Expression of iron regulatory proteins in full-term swine placenta.

机构信息

Department of Veterinary Physiology, Madras Veterinary College, Tamil Nadu Veterinary and Animal Sciences University, Chennai, India.

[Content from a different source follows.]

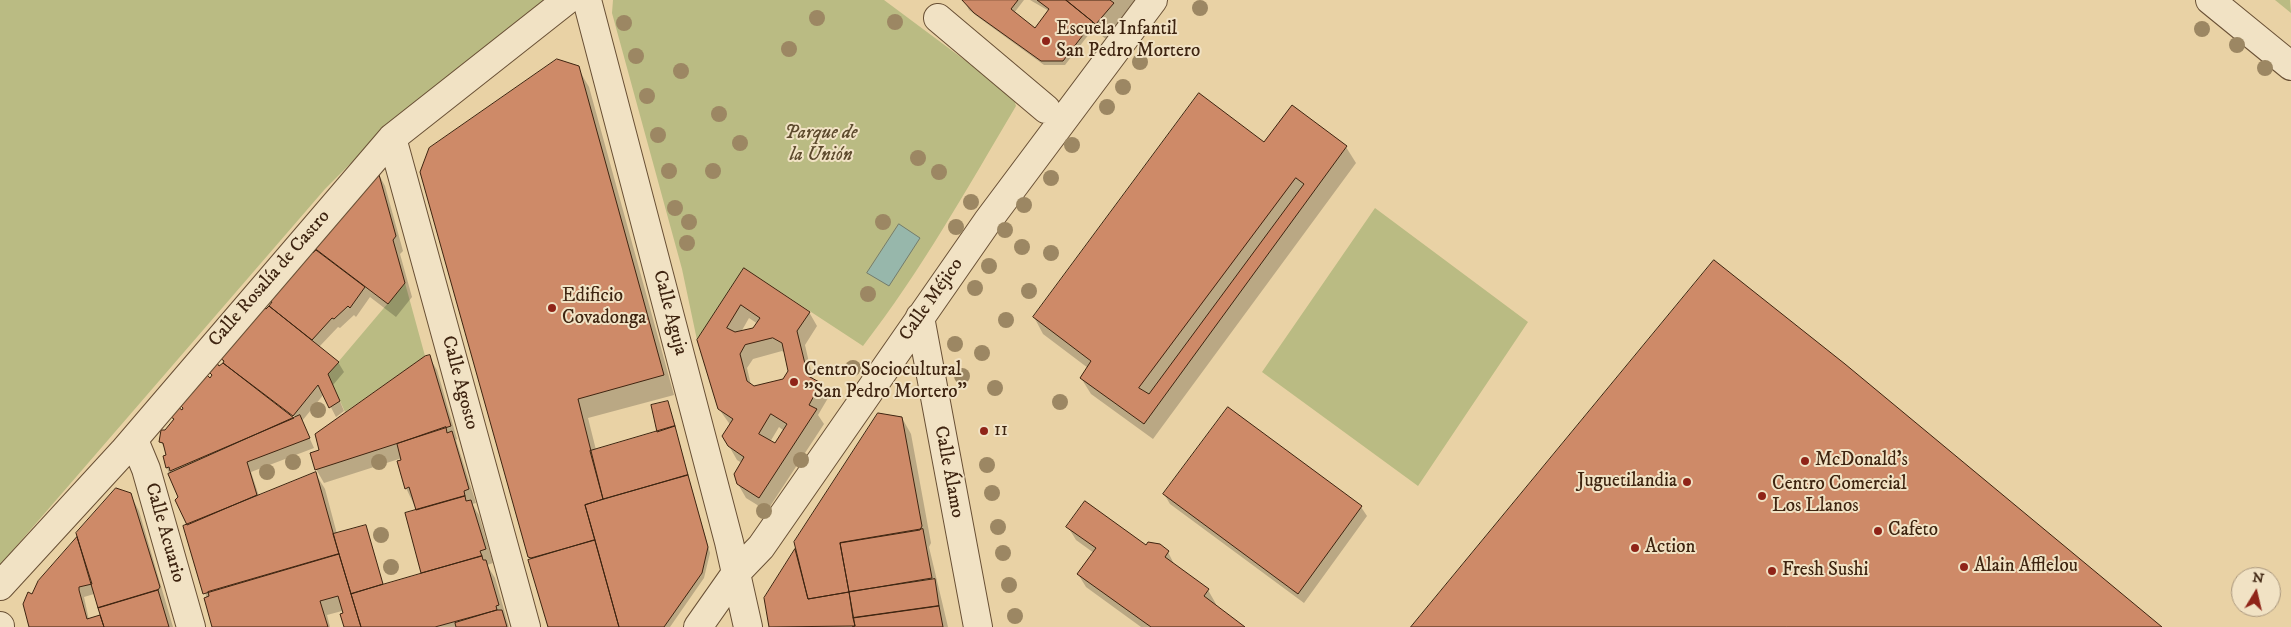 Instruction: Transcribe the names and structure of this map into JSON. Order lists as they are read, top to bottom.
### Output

Centre for Stem Cell Research and Regenerative Medicine, Madras Veterinary College, Tamil Nadu Veterinary and Animal Sciences University, Chennai, India.

出版信息

Reprod Domest Anim. 2020 Aug;55(8):931-942. doi: 10.1111/rda.13730. Epub 2020 Jun 12.

Abstract

In swine, even though the pregnant sows were with iron abundance, the inborn iron reserve of piglets was compromised. This indicates the insufficiency of molecular machinery involved in local placental iron flux. Here, we investigated the expression of iron regulatory proteins like hepcidin and ferroportin and also their association with iron reserve, inflammation and oxidative stress in placenta of full-term pregnant sows (n = 6). Amplification and sequencing of placental DNA confirmed the presence of hepcidin (MN579557) and ferroportin (MN565887) sequences and their 100% identity with existing GenBank data. Real-time amplification of placental mRNA revealed significant higher expression of hepcidin (p < .05) than ferroportin. Western blot analysis of placental tissues revealed specific bands for both hepcidin (8 kDa) and ferroportin (62 kDa) molecules. Immunohistochemistry revealed the immunoreactivity for both proteins in the cytoplasm and membrane of trophoblastic cells of the placenta. Hepcidin and ferroportin expressions were positively associated with placental non-haem iron reserve (p < .0001; p = .033), lipid peroxidation (p = .0060; p < .0001) and reactive oxygen species level (p = .0092; p = .0292). Hepcidin expression was positively associated with interleukin - 6 (p = .0002) and interferon gamma (p < .0001) expressions but ferroportin expression was negatively associated with interleukin-6 (p = .0005), interleukin-1β (p = .0226) and interferon gamma (p = .0059) expressions. This indicates hepcidin and ferroportin may have a role in controlling the local placental iron flux by acting as a molecular bridge between iron trafficking and inflammation.

摘要

在猪中,尽管妊娠母猪铁含量丰富,但仔猪的先天铁储备仍受到损害。这表明参与局部胎盘铁通量的分子机制不足。在这里,我们研究了铁调节蛋白如铁调素和亚铁转运蛋白的表达,以及它们与胎盘铁储备、炎症和氧化应激的关系,研究了足月妊娠母猪(n=6)的胎盘。胎盘 DNA 的扩增和测序证实了铁调素(MN579557)和亚铁转运蛋白(MN565887)序列的存在,并且它们与现有 GenBank 数据的 100%同一性。胎盘 mRNA 的实时扩增显示铁调素的表达显著高于亚铁转运蛋白(p<0.05)。胎盘组织的 Western blot 分析显示铁调素(8 kDa)和亚铁转运蛋白(62 kDa)分子的特异性条带。免疫组织化学显示两种蛋白在胎盘滋养层细胞的细胞质和膜中均有免疫反应性。铁调素和亚铁转运蛋白的表达与胎盘非血红素铁储备呈正相关(p<0.0001;p=0.033)、脂质过氧化(p=0.0060;p<0.0001)和活性氧水平(p=0.0092;p=0.0292)。铁调素的表达与白细胞介素-6(p=0.0002)和干扰素-γ(p<0.0001)的表达呈正相关,但亚铁转运蛋白的表达与白细胞介素-6(p=0.0005)、白细胞介素-1β(p=0.0226)和干扰素-γ(p=0.0059)的表达呈负相关。这表明铁调素和亚铁转运蛋白可能通过作为铁运输和炎症之间的分子桥梁,在控制局部胎盘铁通量方面发挥作用。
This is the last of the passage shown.